Legal provisions and contracts are made to be followed. This is the foundation of any effective legal system, but it cannot be the supreme principle governing the law in every circumstance.

If there are changes in the legal landscape that sometimes make performance impossible and more onerous for one party, such changes are questionable in law.

The new Companies Act and the rules published for comments have provisions that cast onerous responsibilities on the auditor beyond those of the management and board:

The auditor should certify proposed or future related-party transactions for prospectus, in contrast to the current scope restricted to such transactions appearing in the financial statements.

When financial statements are revised, the auditor should ensure that anyone in receipt of the previously issued financial statements is informed of the situation.

The auditor has to ensure that his son’s son, brother or sister, son-in-law have not invested more than Rs 1 lakh or given guarantee or security in connection with indebtedness to a third person, to the company or its subsidiary or its holding or associate company or a subsidiary of its holding company.

The auditor shall be disqualified for any legal proceeding against him — that is, including tax disputes or tenancy matters, which are irrelevant for appointment as auditor.

An auditor cannot use business services like any other customer in the medical, hospitality, consumer goods and telecom services if he audits any of them.

The auditor should report to the Central Government any fraud committed against the company. Although the rules allow a time limit of 30 days, it is grossly inadequate to make an assessment of the fraud, quantify the impact and report it.

The auditor has to report on non-material and systemic issues, while the auditing standards prescribe reporting on material frauds only.

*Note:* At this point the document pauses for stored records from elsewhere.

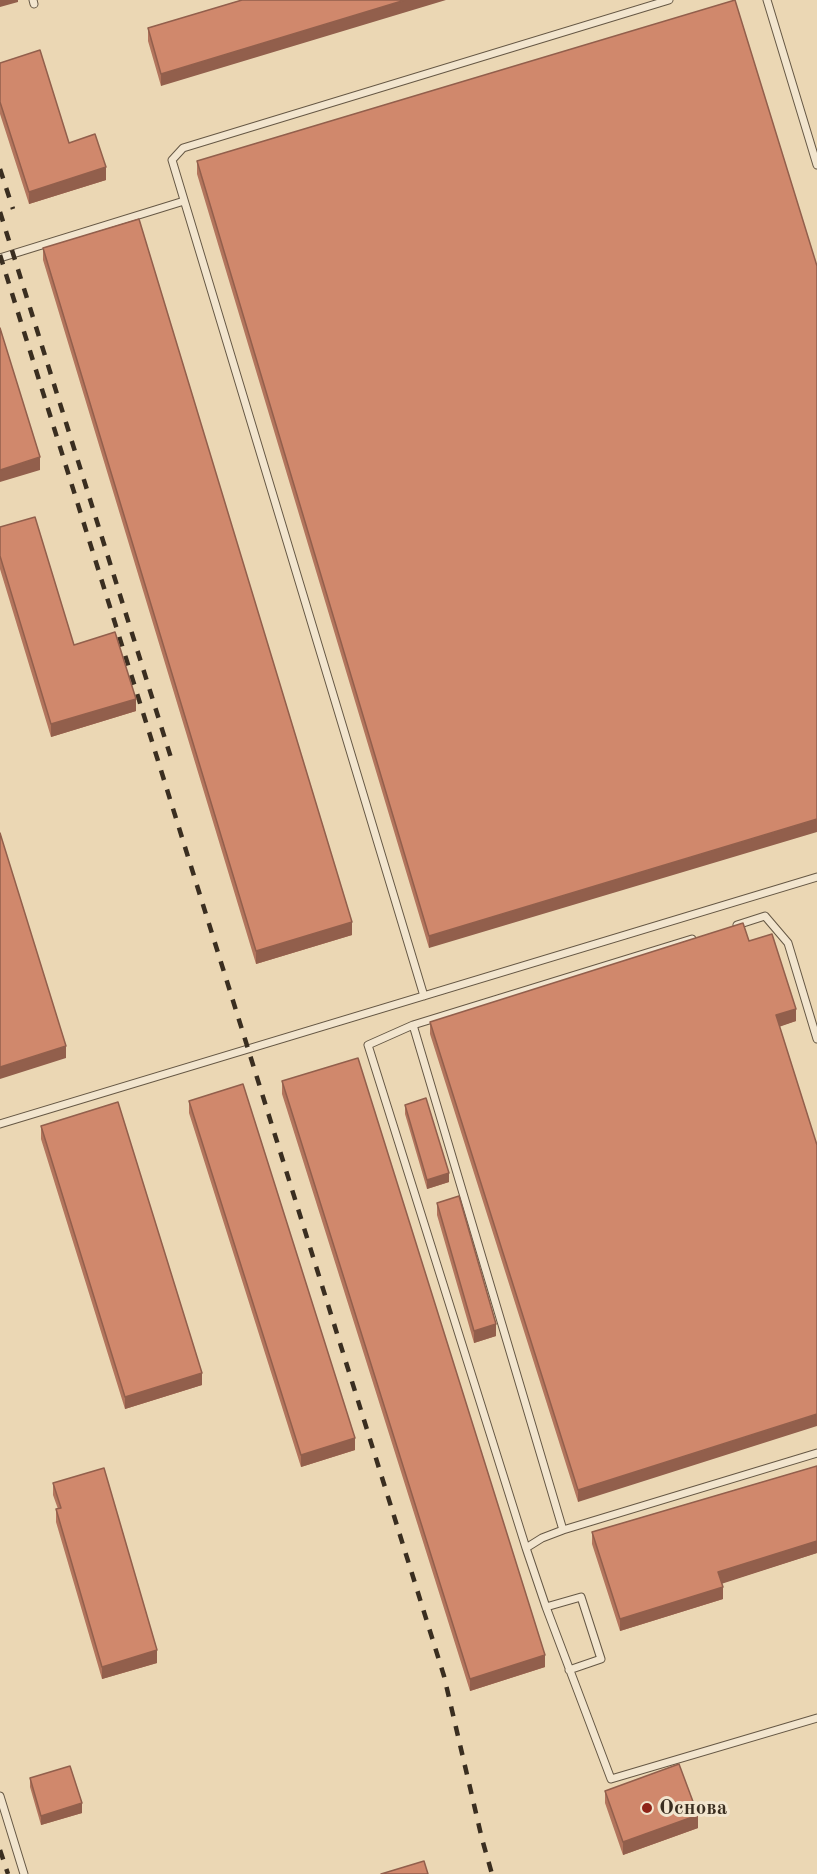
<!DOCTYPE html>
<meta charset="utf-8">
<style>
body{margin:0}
canvas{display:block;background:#ebd7b4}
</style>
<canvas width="817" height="1874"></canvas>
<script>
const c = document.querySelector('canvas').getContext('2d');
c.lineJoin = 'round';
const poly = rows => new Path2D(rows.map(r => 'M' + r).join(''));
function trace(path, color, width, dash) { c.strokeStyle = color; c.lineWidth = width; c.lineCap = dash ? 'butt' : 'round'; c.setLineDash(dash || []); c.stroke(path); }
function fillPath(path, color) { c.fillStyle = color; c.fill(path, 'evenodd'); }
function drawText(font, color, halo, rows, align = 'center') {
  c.font = font + ' "Old Standard TT",serif'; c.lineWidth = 6; c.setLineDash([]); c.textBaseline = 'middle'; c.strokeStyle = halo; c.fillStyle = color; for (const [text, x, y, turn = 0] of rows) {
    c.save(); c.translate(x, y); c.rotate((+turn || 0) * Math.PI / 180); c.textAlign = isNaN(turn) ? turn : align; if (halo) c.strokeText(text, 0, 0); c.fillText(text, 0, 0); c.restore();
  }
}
const lane = poly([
 [33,0,34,4],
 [767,0,817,165],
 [0,258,184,201],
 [737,925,765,916,788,943,817,1039],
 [424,996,172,160,183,148,669,0],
 [413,1025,563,1530],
 [0,1124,817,877],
 [817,1453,563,1530,542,1538,526,1548,546,1607,611,1779,817,1718],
 [526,1548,368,1045,413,1025,692,939],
 [546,1607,581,1597,601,1659,569,1670],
 [0,1796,24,1874]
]);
const rail = poly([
 [0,169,13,209],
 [0,212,172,761],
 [0,255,444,1676,482,1839,492,1874],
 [0,1850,8,1874]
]);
const wall = poly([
 [242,0,161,86,148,41,148,28],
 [0,63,69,143,106,180,29,204,0,114],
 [197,161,817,266,429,948,197,174],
 [43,248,352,935,256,964,43,260],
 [0,527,74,645,136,711,51,737,0,569],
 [749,941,796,1021,780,1026,578,1502,430,1034,430,1022],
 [282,1081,545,1667,470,1691,282,1094],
 [189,1101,355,1450,301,1467,189,1113],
 [405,1105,449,1182,427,1189,405,1114],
 [41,1126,202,1385,125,1409,41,1139],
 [437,1203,496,1336,474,1343,437,1215],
 [817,1466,817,1553,722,1583,723,1599,620,1631,592,1544,592,1532],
 [53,1483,157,1663,102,1679,56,1522,56,1509,58,1509,53,1495],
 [30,1778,82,1813,41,1825,30,1787],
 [605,1791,698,1828,623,1855,605,1803]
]);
const shadedWall = poly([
 [0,0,18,0,18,2,0,7],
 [405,0,446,0,161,86,161,74],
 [106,167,106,180,29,204,29,192],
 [40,457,40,470,0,482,0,470],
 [136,699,136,711,51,737,51,724],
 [817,819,817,832,429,948,429,936],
 [352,922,352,935,256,964,256,951],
 [796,1009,796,1021,776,1028,776,1015],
 [66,1046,66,1058,0,1079,0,1067],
 [449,1173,449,1182,427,1189,427,1180],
 [496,1324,496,1336,474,1343,474,1331],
 [202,1373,202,1385,125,1409,125,1397],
 [817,1414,817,1426,578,1502,578,1490],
 [355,1438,355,1450,301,1467,301,1455],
 [817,1541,817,1553,718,1585,718,1572],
 [723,1587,723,1599,620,1631,620,1619],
 [157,1650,157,1663,102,1679,102,1667],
 [545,1655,545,1667,470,1691,470,1679],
 [82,1803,82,1813,41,1825,41,1816],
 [698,1815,698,1828,623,1855,623,1842]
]);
const building = poly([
 [242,0,405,0,161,74,148,28,242,0],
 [735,0,817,266,817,819,429,936,197,161,735,0],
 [40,50,69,143,95,134,106,167,29,192,0,102,0,63,40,50],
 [139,219,352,922,256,951,43,248,139,219],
 [0,328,40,457,0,470,0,328],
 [35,517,74,645,115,632,136,699,51,724,0,556,0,527,35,517],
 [0,833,66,1046,0,1067,0,833],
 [743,923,749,941,772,934,796,1009,776,1015,817,1145,817,1414,578,1490,430,1022,743,923],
 [358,1058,545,1655,470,1679,282,1081,358,1058],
 [243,1084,355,1438,301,1455,189,1101,243,1084],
 [426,1098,449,1173,427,1180,405,1105,426,1098],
 [118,1102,202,1373,125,1397,41,1126,118,1102],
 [459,1196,496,1324,474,1331,437,1203,459,1196],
 [817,1466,817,1541,718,1572,723,1587,620,1619,592,1532,817,1466],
 [104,1468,157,1650,102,1667,56,1509,61,1508,53,1483,104,1468],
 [679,1764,698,1815,623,1842,605,1791,679,1764],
 [70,1766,82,1803,41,1816,30,1778,70,1766],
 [424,1861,428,1874,381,1874,424,1861]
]);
const markers = [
 [647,1808,6,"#8f2418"]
];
const poiNames = [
 ["Основа",659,1808]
];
trace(lane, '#665845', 9);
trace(lane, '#f2e5ce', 7);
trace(rail, '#3a2e20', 4.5, [10, 10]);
fillPath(wall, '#b3755d');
fillPath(shadedWall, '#925f4c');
fillPath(building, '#d0886c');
trace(building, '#925f4c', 1.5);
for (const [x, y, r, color] of markers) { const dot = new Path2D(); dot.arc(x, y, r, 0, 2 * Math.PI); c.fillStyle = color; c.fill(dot); trace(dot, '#f2e5ce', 2); }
drawText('bold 21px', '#3a2e20', '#f2e5ce', poiNames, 'left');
</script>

For such non-material frauds, the auditor is not given any time limit; to seek responses, and if no responses are received, inform the Central Government immediately on the non-material and systemic issues, which is impossible.

These are clear mandates in which auditors have excessively onerous duties and responsibilities. It also results in excessive cost.

These situations are referred to as hardship in the English legal parlance, and together with the impossibility it is the English doctrine of frustration.

The law has cast responsibilities beyond the auditing standards in case of fraud.

The standards restrict the auditors’ responsibility to fraudulent financial reporting and misappropriation of assets, whereas fraud would be in relation to the affairs of a company or any body corporate, including any act, omission, concealment of fact or abuse of position committed by any person or with connivance, to deceive, gain undue advantage from, or injure the interests of the company or its shareholders or creditors or any other person, whether or not there is any wrongful gain or wrongful loss.

Now ‘fraud’ can be any act by any person connected with the company to which the auditor may not have access as it is not in his scope or he is not auditing the other person’s books.

Similarly, the auditor cannot certify mens rea or identify circumstances which have not yet resulted in wrongful gain or loss, and they will not be visible to him.

The punitive provisions could result in imprisonment of up to ten years.

Will these provisions in the new Companies Act change for the better?

Doctrines of impossibility, frustration of purpose and impracticability are basic circumstances when courts excuse performance. Will that legal recourse be considered, as also the profession’s plea to make the rules more practical?

If the current rules are enacted, will we witness an exodus of chartered accountant professionals? Will it deter youngsters from entering the profession due to the threat of litigation?